# Dwarf-women!



## Úlairi (Mar 27, 2002)

Here is something interesting. JRRT wrote in Appendix A of the Lord of the Rings that a third of the dwarf population were women and less than that third of them were married which is why the dwarf population increased extremely slowly. I wonder what they looked like?


----------



## Cian (Mar 27, 2002)

They looked so like Dwarf-men that other peoples could not tell them apart.


----------



## Forgotten Path (Mar 27, 2002)

So, people of other races wouldn't be able to tell if they were gay or not? The poor dwarvf women.


----------



## Anarchist (Mar 27, 2002)

As far as I remember, dwarf women were almost like dwarf men. I don't think they had beards though. Tolkien writes that when they wanted to travel (which was rare) people couldn't tell them apart. So I guess they wore false beards or something. Maybe they had beards but that's something I don't wish to be true!


----------



## My_Precious (Mar 27, 2002)

I thought he said they looked like young male dwarves who didn't have beards yet.


----------



## Úlairi (Mar 28, 2002)

Yes My_precious, I think you're right.
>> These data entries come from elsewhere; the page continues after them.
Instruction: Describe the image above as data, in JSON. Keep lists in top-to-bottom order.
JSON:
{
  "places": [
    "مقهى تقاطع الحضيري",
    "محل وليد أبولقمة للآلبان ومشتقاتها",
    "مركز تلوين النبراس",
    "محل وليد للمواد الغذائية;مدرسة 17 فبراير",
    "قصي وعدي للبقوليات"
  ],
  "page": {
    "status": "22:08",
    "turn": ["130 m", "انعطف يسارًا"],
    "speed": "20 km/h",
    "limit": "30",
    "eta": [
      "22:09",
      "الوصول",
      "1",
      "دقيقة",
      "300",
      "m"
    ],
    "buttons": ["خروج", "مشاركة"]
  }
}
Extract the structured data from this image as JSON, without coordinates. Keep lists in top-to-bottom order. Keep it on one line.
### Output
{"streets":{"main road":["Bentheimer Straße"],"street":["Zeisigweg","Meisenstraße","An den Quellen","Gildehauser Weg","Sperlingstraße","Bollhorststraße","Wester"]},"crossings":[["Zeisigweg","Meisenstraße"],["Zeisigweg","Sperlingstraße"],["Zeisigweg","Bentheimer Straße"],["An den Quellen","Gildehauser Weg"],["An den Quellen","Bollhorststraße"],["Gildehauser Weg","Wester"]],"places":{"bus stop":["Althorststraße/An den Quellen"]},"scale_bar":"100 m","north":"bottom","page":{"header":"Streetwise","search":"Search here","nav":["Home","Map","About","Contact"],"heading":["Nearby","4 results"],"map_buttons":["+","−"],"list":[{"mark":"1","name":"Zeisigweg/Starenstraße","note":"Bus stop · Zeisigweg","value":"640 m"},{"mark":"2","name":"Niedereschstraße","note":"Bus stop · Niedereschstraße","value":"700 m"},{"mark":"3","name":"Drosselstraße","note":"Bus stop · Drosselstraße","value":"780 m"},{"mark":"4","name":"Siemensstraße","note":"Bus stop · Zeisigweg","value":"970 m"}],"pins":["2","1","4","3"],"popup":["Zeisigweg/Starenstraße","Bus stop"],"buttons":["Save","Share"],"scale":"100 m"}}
Whatever they looked like I think that the main opinion was that they were ugly!!!


----------



## My_Precious (Mar 28, 2002)

Yes, I guess we can understand Gimli's interest in Galadriel...


----------



## Cian (Mar 28, 2002)

Compare (for interest) a Tolkien 'Silmarillion' account (see "The Later Quenta Silmarillion" WotJ) in which is written:



> "For the Naugrim have beards from the begining of their lives, male and female alike; ..." JRR Tolkien



Tolkien continued: _"... nor indeed can their womenkind be discerned by those of other race, be it in feature or in gait or in voice, nor in any wise save this: that they go not to war, and seldom save at direst need issue from their deep bowers and halls."_ from TLQS "The War Of The Jewels "


----------



## Rohansangel (Mar 28, 2002)

If dwarf-women looked almost exactly like dwarf-men, so to say, wouldn't they have beards? Scary thought, but possible, I guess.
-The Angel of Rohan


----------



## Forgotten Path (Mar 28, 2002)

The Dwarves were some freaky people, alright. I'm glad I was'nt born with a beard! Yep, poor Gimli must've thought Galadriel was all that after seeing nothing but bearded women.


----------



## Anarchist (Mar 30, 2002)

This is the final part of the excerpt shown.